→ Task input:
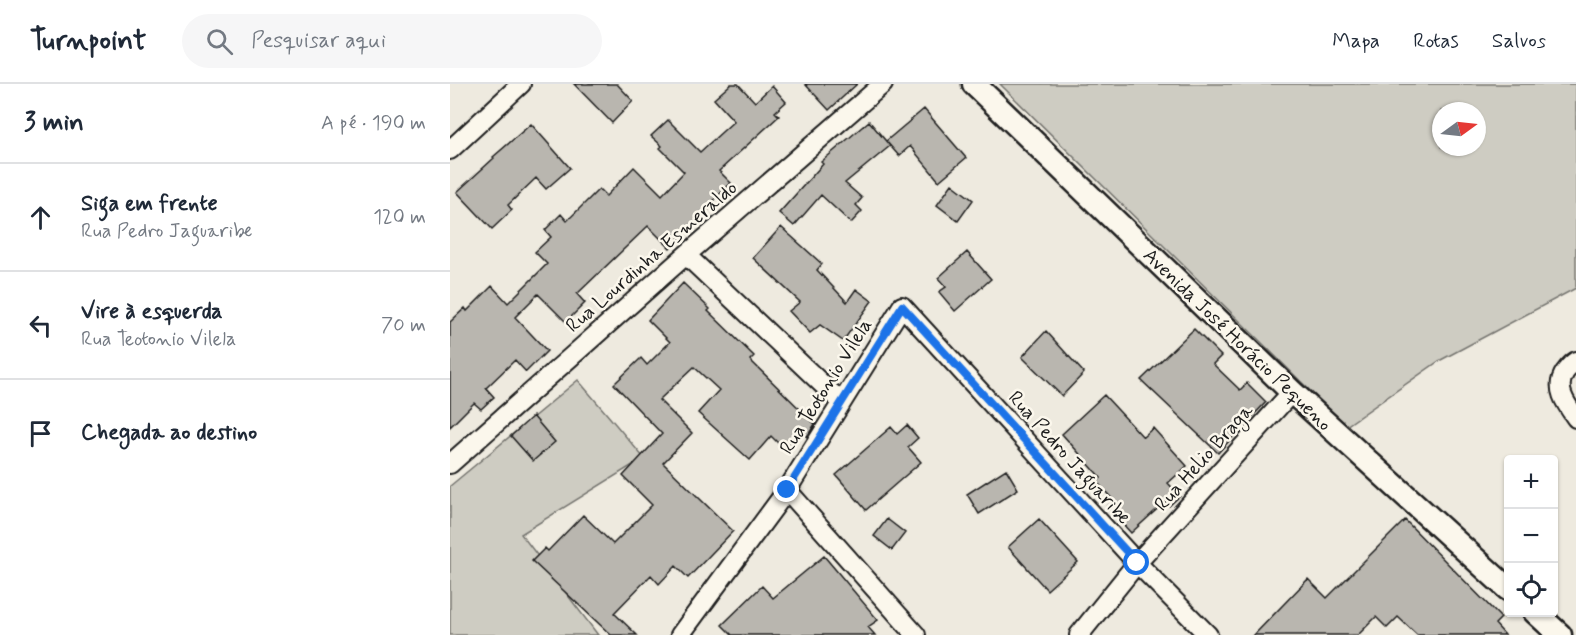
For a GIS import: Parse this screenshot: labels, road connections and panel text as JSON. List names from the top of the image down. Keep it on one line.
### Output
{"streets":{"street":["Rua Lourdinha Esmeraldo","Avenida José Horácio Pequeno","Rua Teotonio Vilela","Rua Pedro Jaguaribe","Rua Helio Braga"]},"crossings":[["Avenida José Horácio Pequeno","Rua Helio Braga"],["Rua Teotonio Vilela","Rua Pedro Jaguaribe"],["Rua Pedro Jaguaribe","Rua Helio Braga"]],"north":"right","page":{"header":"Turnpoint","search":"Pesquisar aqui","nav":["Mapa","Rotas","Salvos"],"heading":["3 min","A pé · 190 m"],"list":[["Siga em frente","Rua Pedro Jaguaribe","120 m"],["Vire à esquerda","Rua Teotonio Vilela","70 m"],"Chegada ao destino"],"map_buttons":["+","−"]}}
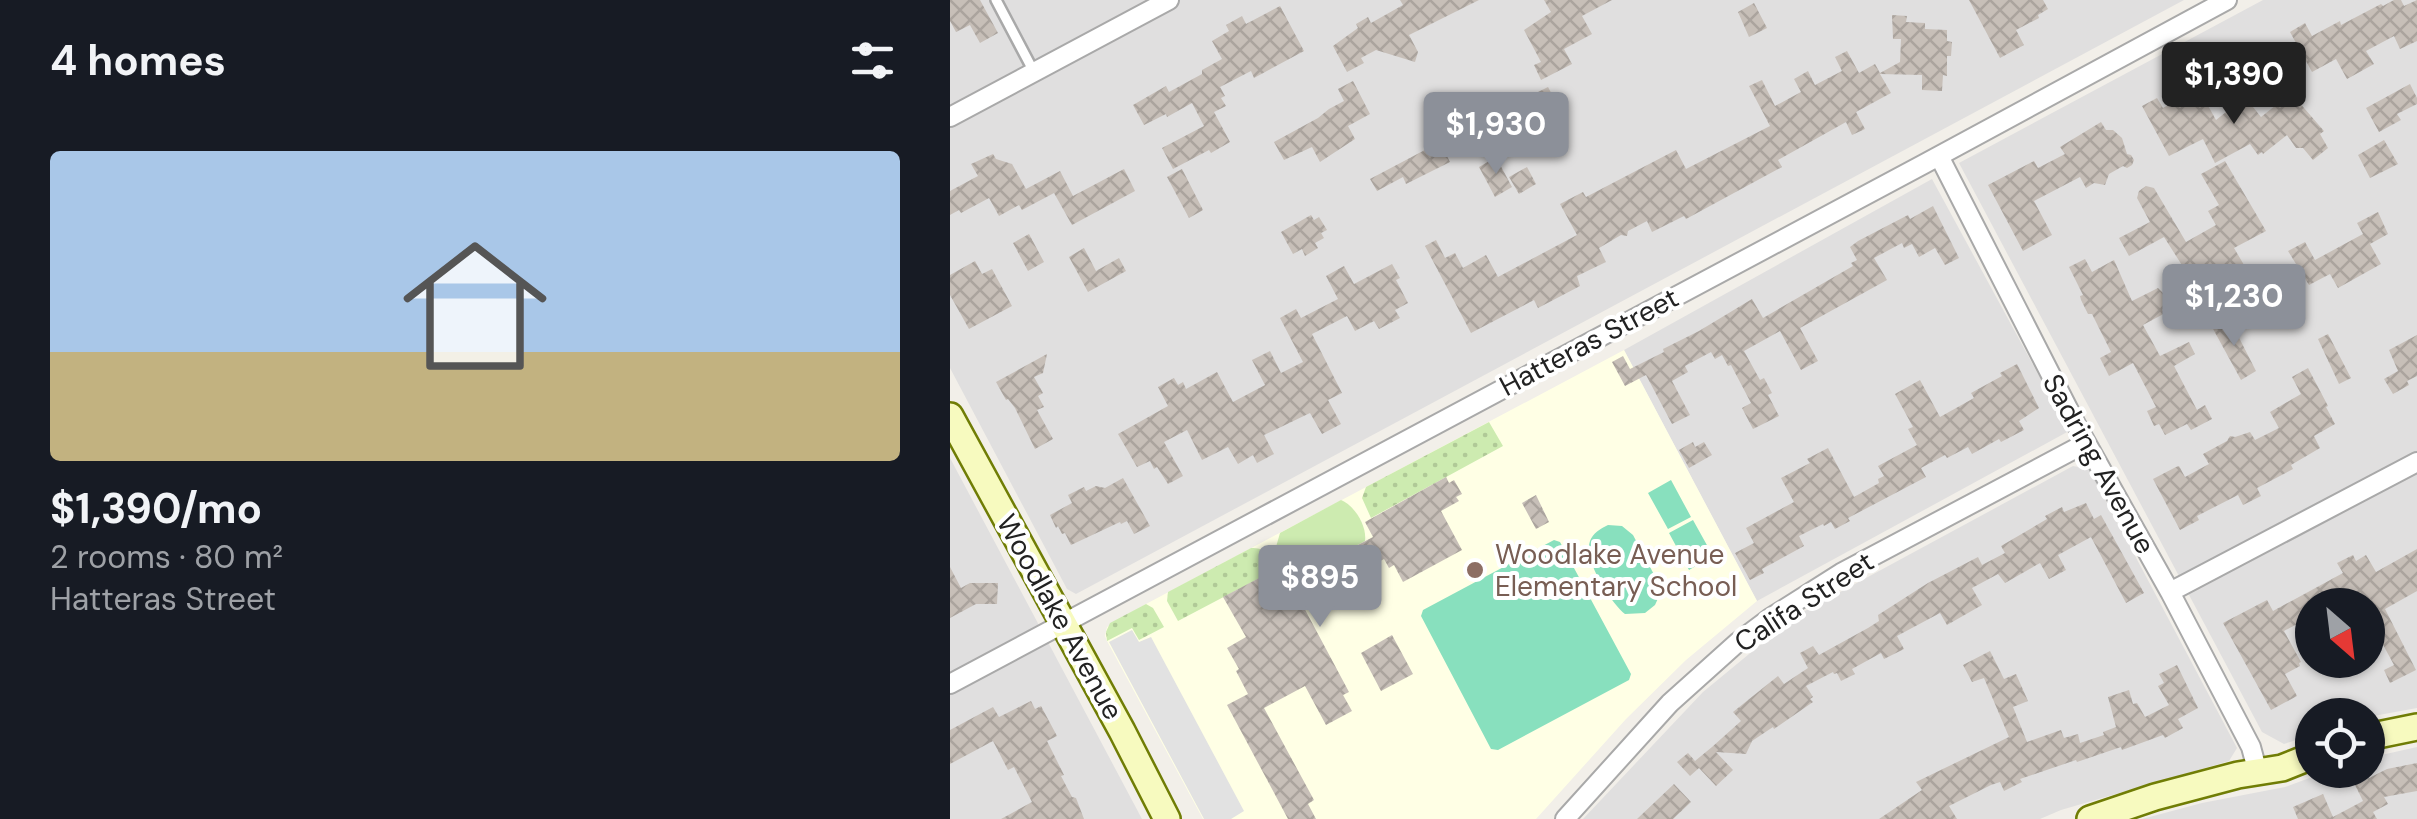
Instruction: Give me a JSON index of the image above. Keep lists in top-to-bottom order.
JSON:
{
  "streets": {
    "street": [
      "Hatteras Street",
      "Sadring Avenue",
      "Califa Street",
      "Woodlake Avenue"
    ]
  },
  "crossings": [
    ["Hatteras Street", "Sadring Avenue"],
    ["Hatteras Street", "Woodlake Avenue"],
    ["Sadring Avenue", "Califa Street"]
  ],
  "places": ["Woodlake Avenue Elementary School"],
  "north": "bottom right",
  "page": {
    "heading": "4 homes",
    "price": [
      "$1,390",
      "$1,930",
      "$1,230",
      "$895"
    ],
    "list": [
      {
        "name": "$1,390/mo",
        "note": "2 rooms · 80 m² · Hatteras Street"
      }
    ]
  }
}
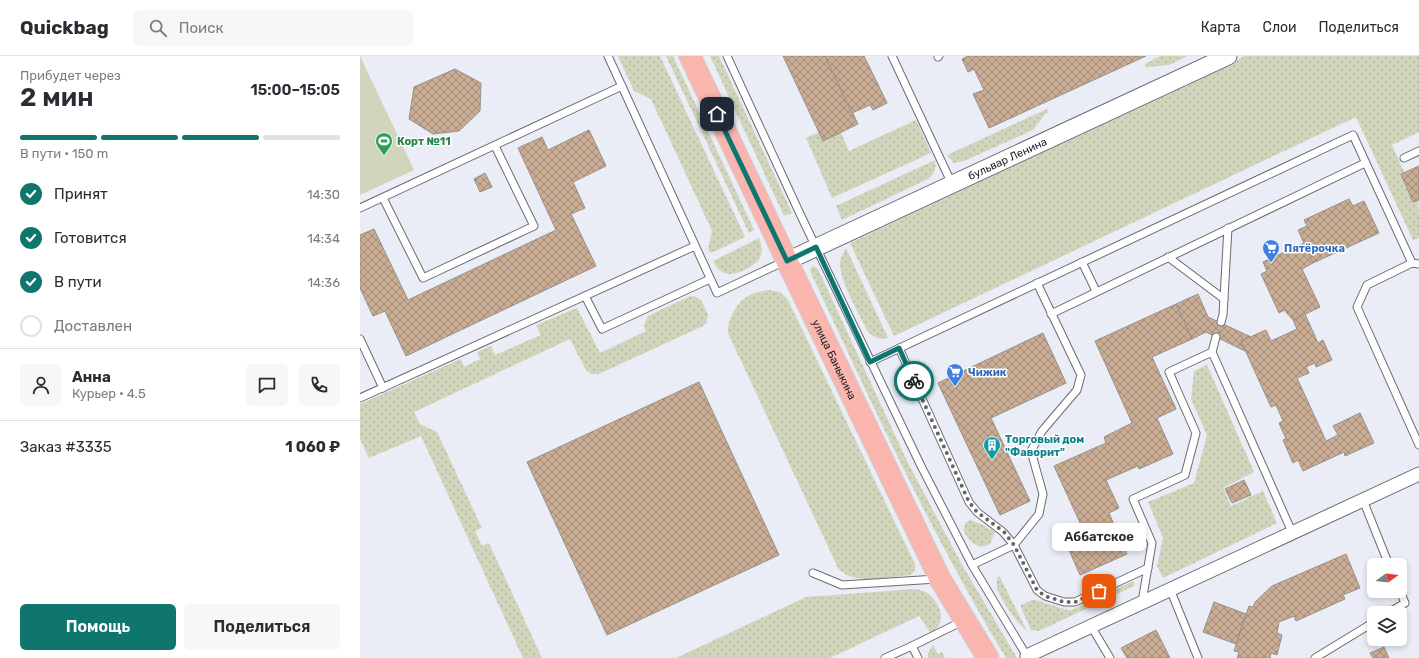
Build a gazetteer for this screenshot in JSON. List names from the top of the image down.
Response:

→ About this task: Return a copy of each line in the records above that has "screenshot" in it.

→ Exercise response:
For a GIS import: Parse this screenshot: labels, road connections and panel text as JSON. List names from the top of the image down. Keep it on one line.
Build a gazetteer for this screenshot in JSON. List names from the top of the image down.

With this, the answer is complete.